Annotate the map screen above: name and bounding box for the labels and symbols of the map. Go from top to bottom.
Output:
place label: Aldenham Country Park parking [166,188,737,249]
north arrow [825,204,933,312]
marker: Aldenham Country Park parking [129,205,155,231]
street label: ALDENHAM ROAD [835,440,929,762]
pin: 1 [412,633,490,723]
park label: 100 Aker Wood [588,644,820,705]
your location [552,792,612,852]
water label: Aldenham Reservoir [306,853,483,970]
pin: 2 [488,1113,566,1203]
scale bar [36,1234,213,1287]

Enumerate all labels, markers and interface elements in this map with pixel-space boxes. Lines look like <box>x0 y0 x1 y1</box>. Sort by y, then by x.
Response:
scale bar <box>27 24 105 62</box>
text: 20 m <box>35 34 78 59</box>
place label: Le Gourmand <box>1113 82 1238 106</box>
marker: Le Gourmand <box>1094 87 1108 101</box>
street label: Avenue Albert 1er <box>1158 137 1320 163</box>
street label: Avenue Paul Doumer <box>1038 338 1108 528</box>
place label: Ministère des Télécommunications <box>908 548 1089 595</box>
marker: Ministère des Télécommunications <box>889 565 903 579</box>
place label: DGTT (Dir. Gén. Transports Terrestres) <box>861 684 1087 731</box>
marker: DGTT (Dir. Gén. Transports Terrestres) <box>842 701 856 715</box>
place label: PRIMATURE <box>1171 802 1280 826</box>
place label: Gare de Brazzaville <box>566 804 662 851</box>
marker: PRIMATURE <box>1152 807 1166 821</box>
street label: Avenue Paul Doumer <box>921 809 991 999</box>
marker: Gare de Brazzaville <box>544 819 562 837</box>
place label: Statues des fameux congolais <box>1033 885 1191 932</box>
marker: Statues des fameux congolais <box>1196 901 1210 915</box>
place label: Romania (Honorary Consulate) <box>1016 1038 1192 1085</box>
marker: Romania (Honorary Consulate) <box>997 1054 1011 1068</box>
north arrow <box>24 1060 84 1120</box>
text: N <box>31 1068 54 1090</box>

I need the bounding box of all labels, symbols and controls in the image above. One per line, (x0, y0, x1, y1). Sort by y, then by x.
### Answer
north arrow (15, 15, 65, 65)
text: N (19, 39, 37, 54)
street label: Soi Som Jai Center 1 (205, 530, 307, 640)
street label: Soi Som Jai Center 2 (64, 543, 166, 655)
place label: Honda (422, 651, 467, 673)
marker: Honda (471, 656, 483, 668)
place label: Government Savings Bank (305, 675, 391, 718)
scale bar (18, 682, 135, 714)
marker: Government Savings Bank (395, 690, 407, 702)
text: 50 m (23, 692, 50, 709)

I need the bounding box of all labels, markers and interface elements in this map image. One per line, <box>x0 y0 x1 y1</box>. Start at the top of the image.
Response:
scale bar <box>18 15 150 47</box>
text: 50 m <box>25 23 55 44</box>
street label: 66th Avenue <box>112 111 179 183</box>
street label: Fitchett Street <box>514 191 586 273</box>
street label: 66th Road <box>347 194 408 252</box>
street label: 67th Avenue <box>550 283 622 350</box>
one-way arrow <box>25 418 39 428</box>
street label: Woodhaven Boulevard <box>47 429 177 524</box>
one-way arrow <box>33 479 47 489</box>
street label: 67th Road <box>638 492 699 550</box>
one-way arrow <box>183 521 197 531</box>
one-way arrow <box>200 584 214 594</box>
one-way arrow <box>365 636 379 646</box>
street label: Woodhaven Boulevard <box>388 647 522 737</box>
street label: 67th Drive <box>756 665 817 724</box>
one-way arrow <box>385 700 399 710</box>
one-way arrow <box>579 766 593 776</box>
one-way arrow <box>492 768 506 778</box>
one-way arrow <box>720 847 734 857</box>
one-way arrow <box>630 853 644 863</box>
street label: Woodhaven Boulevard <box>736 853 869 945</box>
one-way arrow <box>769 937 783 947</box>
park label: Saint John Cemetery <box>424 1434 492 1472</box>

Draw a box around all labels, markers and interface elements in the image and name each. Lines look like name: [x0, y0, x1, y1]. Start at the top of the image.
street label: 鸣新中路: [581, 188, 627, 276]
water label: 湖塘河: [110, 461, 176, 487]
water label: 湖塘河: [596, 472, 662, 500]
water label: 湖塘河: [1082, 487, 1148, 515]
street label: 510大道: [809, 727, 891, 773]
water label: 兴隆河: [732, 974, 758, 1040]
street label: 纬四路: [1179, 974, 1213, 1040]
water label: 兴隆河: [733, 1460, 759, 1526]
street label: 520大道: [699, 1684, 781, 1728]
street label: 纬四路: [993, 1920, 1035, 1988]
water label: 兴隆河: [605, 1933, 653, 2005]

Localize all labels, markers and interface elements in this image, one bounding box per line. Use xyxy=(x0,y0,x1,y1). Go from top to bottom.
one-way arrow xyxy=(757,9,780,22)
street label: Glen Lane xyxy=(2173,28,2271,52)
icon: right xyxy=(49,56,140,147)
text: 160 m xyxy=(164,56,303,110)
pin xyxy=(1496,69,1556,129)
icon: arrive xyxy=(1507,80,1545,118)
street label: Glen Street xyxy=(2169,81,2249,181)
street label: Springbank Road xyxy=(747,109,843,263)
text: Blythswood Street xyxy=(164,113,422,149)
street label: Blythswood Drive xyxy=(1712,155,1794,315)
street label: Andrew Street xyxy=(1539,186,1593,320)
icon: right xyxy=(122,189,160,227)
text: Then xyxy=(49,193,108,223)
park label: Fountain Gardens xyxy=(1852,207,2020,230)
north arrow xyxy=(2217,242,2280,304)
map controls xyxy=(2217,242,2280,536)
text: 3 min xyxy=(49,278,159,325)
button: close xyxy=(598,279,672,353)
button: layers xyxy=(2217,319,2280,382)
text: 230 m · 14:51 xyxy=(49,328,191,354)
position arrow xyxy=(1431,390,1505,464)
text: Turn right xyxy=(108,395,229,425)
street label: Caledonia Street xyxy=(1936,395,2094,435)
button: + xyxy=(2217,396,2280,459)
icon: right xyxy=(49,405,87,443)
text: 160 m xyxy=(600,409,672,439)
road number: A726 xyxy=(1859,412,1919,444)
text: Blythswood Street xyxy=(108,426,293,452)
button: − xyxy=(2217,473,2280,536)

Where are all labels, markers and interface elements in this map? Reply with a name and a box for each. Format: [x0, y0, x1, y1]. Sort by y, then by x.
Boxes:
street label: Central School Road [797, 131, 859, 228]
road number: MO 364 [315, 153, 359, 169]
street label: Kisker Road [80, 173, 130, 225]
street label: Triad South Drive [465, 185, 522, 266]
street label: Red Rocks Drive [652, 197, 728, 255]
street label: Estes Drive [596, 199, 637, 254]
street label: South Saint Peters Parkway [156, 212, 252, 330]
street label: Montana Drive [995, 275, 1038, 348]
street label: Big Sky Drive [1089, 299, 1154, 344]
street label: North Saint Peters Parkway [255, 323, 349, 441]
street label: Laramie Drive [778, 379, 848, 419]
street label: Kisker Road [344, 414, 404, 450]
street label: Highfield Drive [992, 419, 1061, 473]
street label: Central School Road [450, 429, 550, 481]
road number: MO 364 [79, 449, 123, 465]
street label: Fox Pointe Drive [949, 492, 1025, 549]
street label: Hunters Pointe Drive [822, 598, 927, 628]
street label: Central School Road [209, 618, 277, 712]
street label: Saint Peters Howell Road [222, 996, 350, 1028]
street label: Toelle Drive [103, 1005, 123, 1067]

^^^^^^^^

▶ WHAT YOU ARE ASKED TO DO: Return only the lines between the one holding "I need the bounding box of all labels, symbols" and the one holding "I need the bounding box of all labels, markers", inclusive, exactly as they appear above.

▶ EXERCISE SOLUTION:
I need the bounding box of all labels, symbols and controls in the image above. One per line, (x0, y0, x1, y1). Sort by y, then by x.
### Answer
north arrow (15, 15, 65, 65)
text: N (19, 39, 37, 54)
street label: Soi Som Jai Center 1 (205, 530, 307, 640)
street label: Soi Som Jai Center 2 (64, 543, 166, 655)
place label: Honda (422, 651, 467, 673)
marker: Honda (471, 656, 483, 668)
place label: Government Savings Bank (305, 675, 391, 718)
scale bar (18, 682, 135, 714)
marker: Government Savings Bank (395, 690, 407, 702)
text: 50 m (23, 692, 50, 709)

I need the bounding box of all labels, markers and interface elements in this map image. One per line, <box>x0 y0 x1 y1</box>. Start at the top of the image.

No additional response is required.